- Born: August 23, 1801 Richmond, Colony of New South Wales
- Died: January 2, 1881 (aged 79) Launceston, Tasmania, Australia

= John Griffiths (shipowner) =

Australian shipowner (1801–1881)

John Griffiths (1801–1881) was an Australian shipowner and builder.

==Early life==
His father, Johnathon, was born in England in 1773 and, in 1788, at the age of 15, was sentenced to seven years transportation to Australia. He arrived in Sydney in June 1790 aboard the convict transport Scarborough. In August that year he was transported to Norfolk Island. While there he met convict Eleanor McDonald. He returned to Port Jackson in 1795 and was joined the following year by Eleanor. The couple went on to have seven children, including John born in 1801. By 1806, Johnathon and Eleanor had 100 acres of land at Richmond.

Johnathon senior was shipbuilding by 1804 and as John grew older he was apprenticed into the trade. Some of the ships they built were put to work in the sealing trade in Bass Strait.

In 1822, Jonathan took John and another son to Launceston, Tasmania where they acquired land, began farming and built a house.
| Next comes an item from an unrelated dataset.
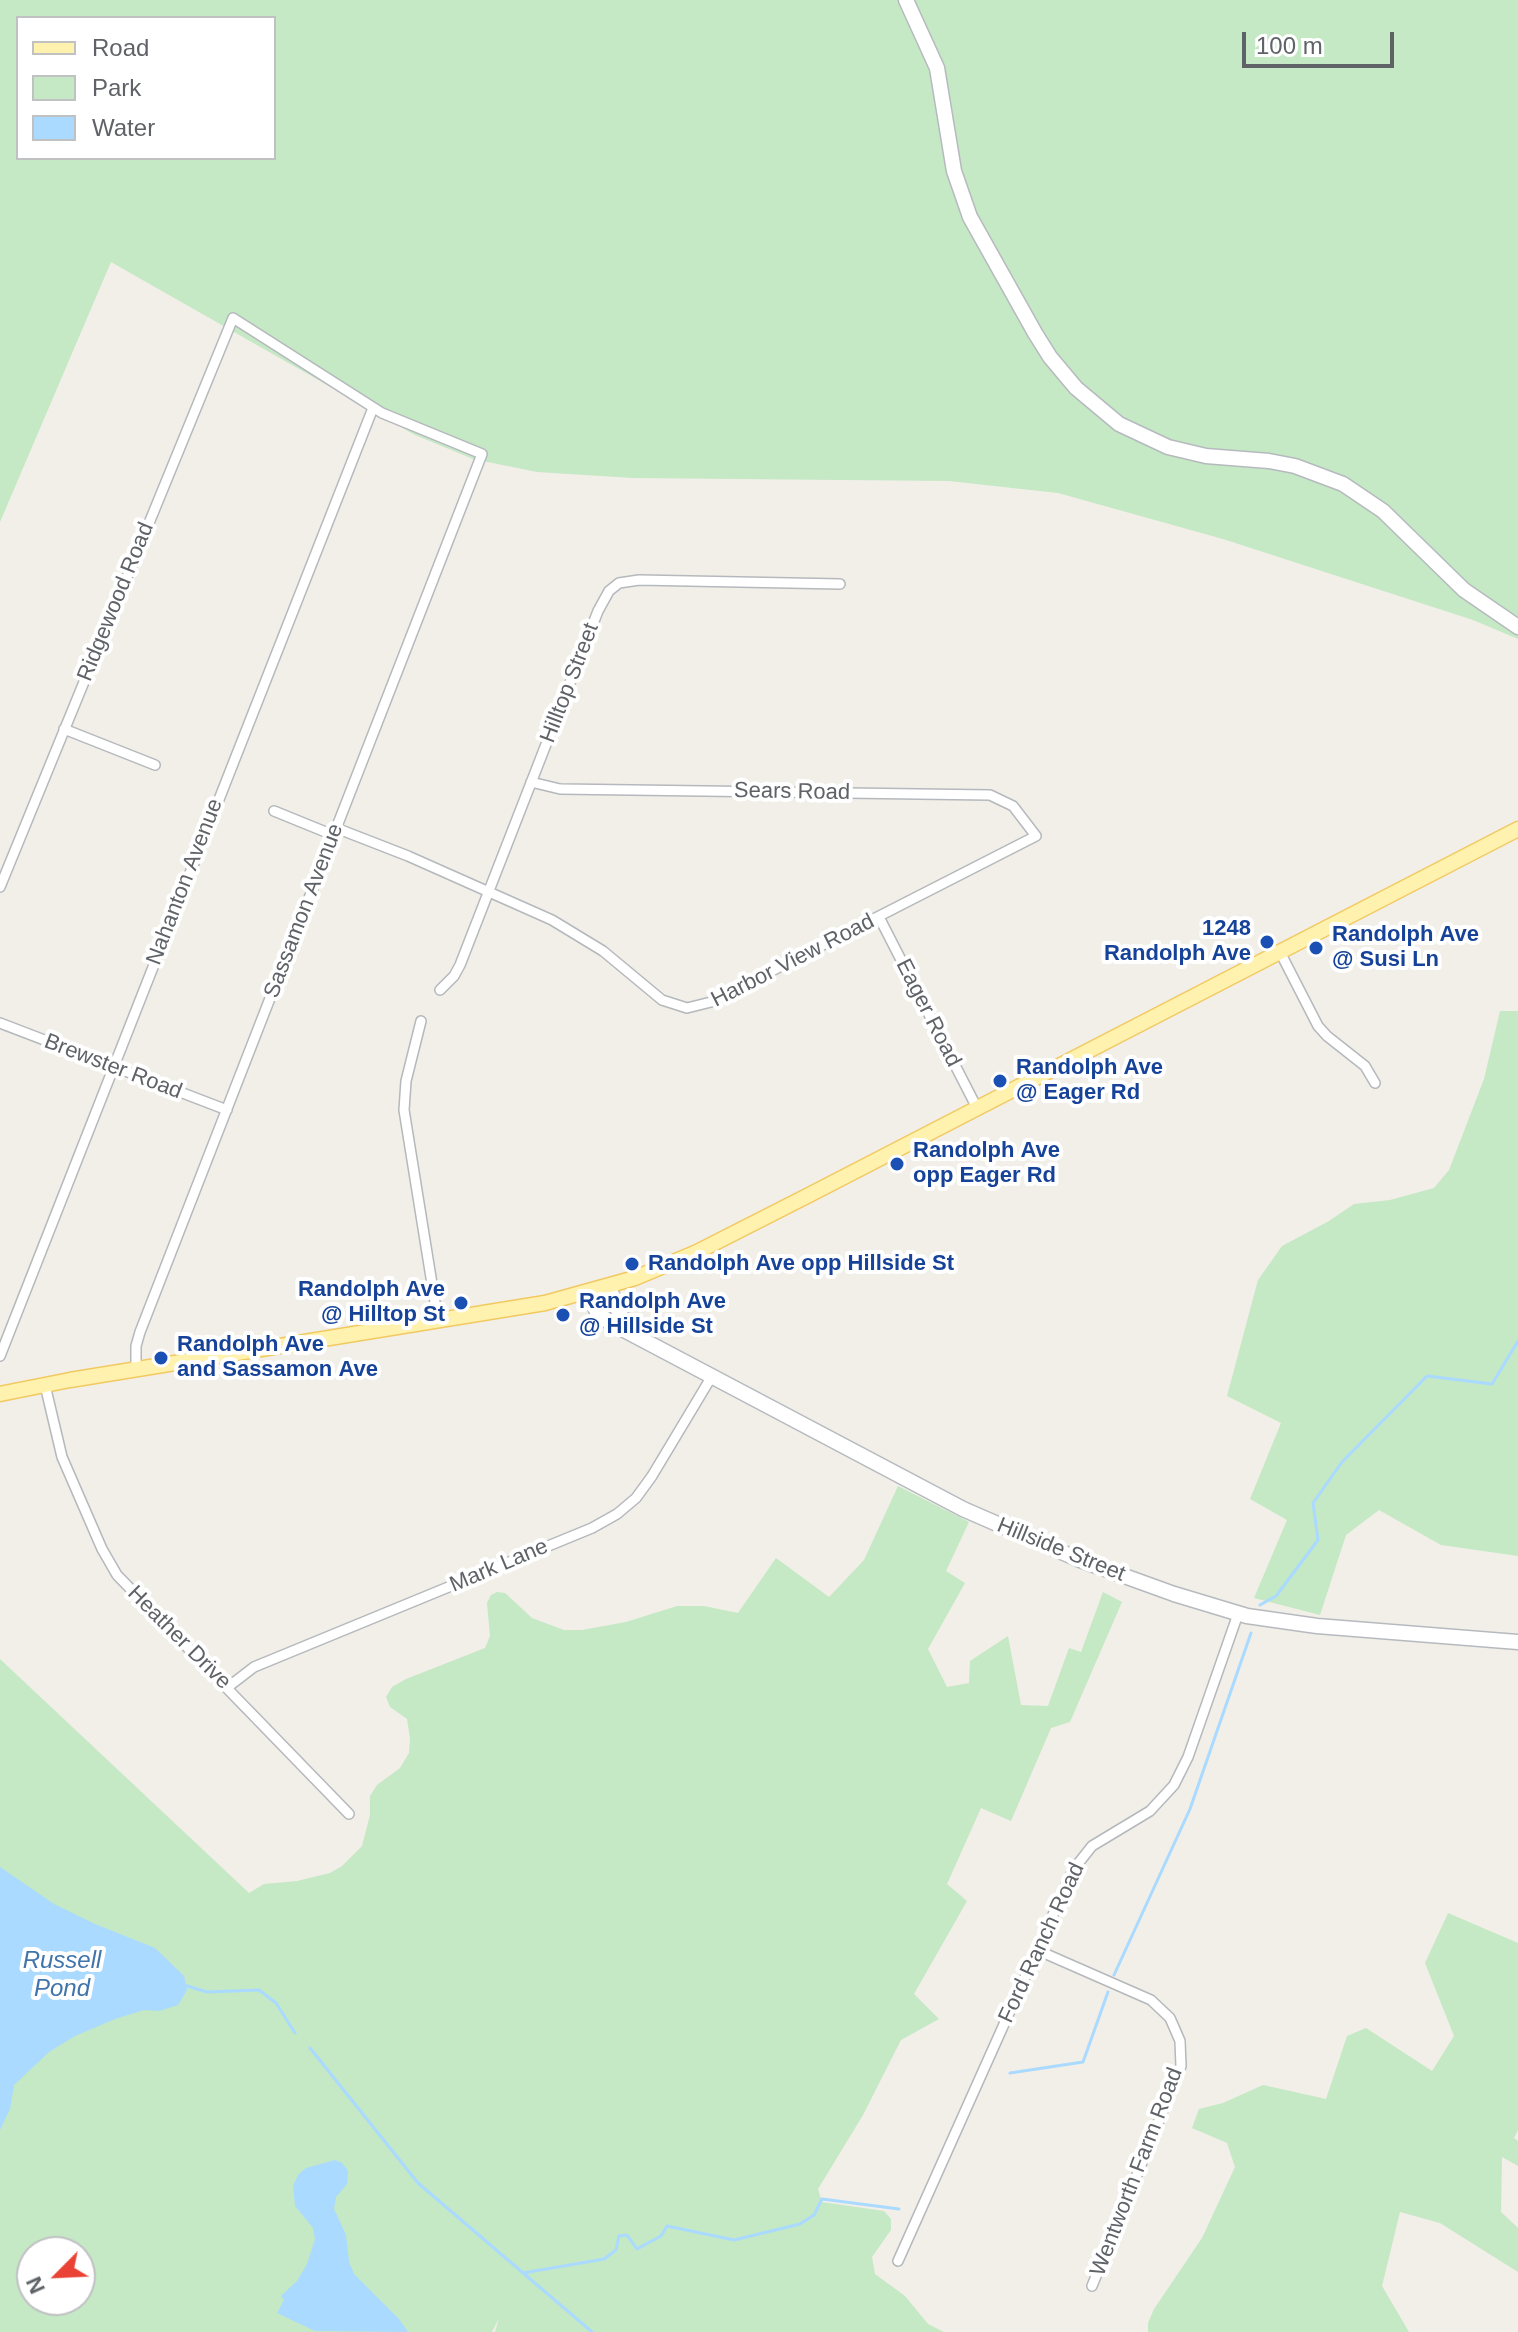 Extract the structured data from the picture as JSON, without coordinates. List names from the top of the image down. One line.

They put their woodworking skills to good use, building a bridge and a new wharf at Launceston.

In Tasmania John came increasingly into his own, building small vessels and sailing on them on sealing expeditions into Bass Strait and engaging in bay whaling at Portland and Port Fairy on the coast of Victoria. By 1835 he was building warehouses on the wharf and soon had a steam-powered flour mill and shipping agency in partnership with Michael Connolly.